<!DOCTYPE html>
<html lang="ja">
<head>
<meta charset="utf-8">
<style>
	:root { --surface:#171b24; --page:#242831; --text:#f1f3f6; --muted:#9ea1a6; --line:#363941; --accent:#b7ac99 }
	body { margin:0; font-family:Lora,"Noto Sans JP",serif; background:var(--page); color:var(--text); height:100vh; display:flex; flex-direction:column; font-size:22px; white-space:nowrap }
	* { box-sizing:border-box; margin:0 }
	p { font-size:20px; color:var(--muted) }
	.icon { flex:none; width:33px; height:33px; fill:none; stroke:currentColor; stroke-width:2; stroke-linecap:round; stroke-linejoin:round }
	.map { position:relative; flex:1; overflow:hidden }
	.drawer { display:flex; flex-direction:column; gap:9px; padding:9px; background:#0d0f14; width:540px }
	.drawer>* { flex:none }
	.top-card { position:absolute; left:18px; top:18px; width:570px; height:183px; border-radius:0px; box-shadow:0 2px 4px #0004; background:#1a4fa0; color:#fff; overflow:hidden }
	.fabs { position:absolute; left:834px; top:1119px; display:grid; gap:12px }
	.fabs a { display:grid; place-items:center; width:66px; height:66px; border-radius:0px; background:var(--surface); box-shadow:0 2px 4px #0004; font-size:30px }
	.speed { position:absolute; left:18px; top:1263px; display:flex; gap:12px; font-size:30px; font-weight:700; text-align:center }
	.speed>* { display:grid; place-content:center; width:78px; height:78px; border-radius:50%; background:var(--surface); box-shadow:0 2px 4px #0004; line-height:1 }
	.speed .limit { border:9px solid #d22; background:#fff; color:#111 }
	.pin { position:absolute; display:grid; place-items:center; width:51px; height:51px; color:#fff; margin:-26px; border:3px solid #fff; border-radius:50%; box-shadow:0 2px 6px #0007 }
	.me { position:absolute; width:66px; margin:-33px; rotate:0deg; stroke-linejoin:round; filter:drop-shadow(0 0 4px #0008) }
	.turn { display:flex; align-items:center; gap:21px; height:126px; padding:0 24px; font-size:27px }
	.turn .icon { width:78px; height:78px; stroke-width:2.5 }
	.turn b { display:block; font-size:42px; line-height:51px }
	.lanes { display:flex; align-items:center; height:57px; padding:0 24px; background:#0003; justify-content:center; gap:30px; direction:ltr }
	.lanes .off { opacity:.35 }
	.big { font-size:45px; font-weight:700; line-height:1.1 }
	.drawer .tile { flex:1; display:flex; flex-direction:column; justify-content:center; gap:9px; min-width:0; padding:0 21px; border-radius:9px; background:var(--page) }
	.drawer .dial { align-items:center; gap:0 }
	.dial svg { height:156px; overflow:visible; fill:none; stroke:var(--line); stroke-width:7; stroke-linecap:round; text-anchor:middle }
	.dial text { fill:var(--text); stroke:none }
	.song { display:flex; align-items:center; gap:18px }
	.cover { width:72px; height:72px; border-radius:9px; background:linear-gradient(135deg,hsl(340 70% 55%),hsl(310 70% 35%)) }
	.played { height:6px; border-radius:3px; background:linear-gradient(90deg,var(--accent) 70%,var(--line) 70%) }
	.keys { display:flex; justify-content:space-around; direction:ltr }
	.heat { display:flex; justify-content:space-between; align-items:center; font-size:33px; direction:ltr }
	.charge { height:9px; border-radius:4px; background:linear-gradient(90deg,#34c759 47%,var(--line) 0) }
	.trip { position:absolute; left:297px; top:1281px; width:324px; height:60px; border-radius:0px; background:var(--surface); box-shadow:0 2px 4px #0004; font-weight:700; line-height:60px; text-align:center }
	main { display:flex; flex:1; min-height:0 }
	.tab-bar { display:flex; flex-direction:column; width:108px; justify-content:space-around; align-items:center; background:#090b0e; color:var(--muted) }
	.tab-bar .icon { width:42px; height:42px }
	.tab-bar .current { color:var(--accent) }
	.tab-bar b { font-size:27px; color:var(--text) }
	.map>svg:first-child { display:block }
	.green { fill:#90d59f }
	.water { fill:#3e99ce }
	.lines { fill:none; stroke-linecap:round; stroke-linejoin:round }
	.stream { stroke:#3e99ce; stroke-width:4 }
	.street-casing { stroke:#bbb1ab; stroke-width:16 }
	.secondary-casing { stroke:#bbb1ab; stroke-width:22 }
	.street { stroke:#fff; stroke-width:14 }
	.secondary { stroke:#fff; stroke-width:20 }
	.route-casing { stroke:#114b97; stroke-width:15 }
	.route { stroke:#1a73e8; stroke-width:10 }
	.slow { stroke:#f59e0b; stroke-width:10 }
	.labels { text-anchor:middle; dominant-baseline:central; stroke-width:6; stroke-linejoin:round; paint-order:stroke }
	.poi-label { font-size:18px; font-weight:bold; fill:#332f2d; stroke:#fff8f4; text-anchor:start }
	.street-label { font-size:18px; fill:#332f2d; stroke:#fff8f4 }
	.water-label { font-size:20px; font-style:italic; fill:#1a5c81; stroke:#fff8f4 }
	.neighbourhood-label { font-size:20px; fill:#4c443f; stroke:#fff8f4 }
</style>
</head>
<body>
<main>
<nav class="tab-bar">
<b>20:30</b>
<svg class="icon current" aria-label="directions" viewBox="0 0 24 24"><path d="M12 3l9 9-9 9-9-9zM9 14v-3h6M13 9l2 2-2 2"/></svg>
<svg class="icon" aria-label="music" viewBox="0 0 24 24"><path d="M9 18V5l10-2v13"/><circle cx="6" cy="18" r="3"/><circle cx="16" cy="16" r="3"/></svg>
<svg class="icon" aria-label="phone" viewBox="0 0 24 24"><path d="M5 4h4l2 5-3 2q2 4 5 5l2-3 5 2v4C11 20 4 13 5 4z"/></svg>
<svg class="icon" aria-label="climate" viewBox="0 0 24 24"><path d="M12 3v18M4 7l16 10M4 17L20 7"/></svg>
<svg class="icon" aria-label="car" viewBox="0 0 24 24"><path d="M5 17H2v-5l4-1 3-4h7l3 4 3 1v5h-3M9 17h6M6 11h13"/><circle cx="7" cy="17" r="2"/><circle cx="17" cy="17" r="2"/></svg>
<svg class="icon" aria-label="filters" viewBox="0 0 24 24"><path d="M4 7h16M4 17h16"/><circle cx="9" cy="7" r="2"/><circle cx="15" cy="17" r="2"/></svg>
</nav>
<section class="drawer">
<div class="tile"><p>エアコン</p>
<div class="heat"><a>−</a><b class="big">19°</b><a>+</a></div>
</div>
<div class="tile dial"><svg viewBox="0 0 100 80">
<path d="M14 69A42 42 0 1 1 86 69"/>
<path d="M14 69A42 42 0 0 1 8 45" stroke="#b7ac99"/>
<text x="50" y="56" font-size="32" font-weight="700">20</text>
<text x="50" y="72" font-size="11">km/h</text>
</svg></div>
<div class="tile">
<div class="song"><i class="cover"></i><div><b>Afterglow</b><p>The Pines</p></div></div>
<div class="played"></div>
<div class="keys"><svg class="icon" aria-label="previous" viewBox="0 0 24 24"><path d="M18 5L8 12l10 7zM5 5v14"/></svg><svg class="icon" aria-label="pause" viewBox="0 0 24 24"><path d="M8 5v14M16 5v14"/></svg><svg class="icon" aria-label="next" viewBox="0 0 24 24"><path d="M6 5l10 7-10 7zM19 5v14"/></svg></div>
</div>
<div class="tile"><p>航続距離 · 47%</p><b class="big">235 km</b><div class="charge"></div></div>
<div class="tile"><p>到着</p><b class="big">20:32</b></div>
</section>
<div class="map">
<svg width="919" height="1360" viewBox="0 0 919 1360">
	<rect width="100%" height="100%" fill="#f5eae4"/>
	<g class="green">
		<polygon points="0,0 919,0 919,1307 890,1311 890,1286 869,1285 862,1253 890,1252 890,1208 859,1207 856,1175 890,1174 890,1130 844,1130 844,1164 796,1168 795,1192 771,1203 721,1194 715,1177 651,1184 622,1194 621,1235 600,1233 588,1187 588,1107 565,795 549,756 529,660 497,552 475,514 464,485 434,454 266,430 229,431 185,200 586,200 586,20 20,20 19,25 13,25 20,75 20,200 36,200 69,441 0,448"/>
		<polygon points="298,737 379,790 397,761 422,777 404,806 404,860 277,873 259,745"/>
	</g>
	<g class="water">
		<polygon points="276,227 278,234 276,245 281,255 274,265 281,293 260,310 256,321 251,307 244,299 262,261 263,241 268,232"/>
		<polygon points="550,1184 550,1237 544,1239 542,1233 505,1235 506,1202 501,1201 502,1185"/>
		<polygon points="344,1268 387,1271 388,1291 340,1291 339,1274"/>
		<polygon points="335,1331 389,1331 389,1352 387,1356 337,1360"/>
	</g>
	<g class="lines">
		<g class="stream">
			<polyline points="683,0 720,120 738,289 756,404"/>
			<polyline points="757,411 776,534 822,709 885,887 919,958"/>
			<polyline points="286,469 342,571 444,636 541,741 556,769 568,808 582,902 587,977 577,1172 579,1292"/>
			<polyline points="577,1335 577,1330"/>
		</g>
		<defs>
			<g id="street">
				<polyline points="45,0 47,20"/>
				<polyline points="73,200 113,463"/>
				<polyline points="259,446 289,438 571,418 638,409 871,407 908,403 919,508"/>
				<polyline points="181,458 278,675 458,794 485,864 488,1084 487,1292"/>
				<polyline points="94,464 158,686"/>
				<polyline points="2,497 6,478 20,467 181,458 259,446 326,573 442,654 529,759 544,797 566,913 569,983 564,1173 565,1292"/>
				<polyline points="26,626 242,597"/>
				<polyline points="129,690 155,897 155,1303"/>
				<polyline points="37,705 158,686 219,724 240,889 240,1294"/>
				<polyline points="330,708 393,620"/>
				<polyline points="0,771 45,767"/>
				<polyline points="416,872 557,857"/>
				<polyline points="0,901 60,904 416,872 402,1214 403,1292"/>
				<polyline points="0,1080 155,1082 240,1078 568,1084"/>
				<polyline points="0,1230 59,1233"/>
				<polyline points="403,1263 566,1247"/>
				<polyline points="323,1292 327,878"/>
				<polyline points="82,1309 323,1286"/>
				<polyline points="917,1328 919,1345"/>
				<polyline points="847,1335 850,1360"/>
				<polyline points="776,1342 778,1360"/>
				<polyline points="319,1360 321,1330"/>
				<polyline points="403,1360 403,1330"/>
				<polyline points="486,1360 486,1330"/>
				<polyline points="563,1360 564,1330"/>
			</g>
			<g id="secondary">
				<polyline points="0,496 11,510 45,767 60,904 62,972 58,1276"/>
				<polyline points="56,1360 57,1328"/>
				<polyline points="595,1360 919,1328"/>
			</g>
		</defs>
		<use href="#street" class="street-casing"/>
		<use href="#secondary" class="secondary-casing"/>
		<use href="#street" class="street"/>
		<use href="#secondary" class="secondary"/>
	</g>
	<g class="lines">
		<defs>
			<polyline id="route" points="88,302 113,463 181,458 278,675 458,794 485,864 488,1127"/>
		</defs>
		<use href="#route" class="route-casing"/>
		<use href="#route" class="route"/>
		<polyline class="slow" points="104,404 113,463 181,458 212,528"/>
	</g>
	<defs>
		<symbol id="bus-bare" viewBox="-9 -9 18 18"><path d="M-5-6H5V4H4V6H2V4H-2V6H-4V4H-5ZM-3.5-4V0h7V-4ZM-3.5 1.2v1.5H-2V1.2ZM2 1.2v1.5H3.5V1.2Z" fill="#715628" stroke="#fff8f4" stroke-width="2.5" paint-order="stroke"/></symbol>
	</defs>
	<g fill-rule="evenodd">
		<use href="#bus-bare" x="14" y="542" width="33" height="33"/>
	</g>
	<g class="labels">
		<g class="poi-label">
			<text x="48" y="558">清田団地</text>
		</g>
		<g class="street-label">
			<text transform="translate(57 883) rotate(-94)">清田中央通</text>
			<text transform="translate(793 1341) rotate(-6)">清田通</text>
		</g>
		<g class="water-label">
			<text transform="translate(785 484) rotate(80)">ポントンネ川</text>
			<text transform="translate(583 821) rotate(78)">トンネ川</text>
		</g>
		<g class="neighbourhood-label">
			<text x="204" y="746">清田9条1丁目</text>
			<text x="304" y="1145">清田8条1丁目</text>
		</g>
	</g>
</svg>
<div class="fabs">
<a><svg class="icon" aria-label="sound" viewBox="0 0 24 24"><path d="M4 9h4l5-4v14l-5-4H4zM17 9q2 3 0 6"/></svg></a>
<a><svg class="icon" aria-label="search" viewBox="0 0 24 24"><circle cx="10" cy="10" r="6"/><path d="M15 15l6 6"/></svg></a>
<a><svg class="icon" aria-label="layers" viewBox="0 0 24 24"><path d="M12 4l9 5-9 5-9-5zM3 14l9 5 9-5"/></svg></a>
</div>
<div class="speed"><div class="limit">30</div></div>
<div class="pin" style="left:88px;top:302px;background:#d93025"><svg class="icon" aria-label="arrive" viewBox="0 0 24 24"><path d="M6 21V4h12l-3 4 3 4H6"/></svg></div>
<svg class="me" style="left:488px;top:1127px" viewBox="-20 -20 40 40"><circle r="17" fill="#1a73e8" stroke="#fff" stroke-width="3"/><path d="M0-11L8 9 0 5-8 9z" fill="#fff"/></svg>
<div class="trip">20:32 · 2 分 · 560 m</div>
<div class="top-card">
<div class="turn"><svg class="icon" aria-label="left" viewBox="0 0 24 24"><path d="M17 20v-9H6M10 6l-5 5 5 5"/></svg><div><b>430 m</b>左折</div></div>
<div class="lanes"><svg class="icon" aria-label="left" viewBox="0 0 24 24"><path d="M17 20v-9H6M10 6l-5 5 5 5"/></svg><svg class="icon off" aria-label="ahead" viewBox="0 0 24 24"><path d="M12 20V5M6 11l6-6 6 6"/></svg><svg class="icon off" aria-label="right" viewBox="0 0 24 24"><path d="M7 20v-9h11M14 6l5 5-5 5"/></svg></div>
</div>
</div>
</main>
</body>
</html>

- [YOUR INSTRUCTIONS]:
Give back the entries above exactly as they are, from their first line through the line that contains "background:var(--page); color:var(--text); height:100vh;", both included, with nothing else.

- [OUTPUT OF THE EXERCISE]:
<!DOCTYPE html>
<html lang="ja">
<head>
<meta charset="utf-8">
<style>
	:root { --surface:#171b24; --page:#242831; --text:#f1f3f6; --muted:#9ea1a6; --line:#363941; --accent:#b7ac99 }
	body { margin:0; font-family:Lora,"Noto Sans JP",serif; background:var(--page); color:var(--text); height:100vh; display:flex; flex-direction:column; font-size:22px; white-space:nowrap }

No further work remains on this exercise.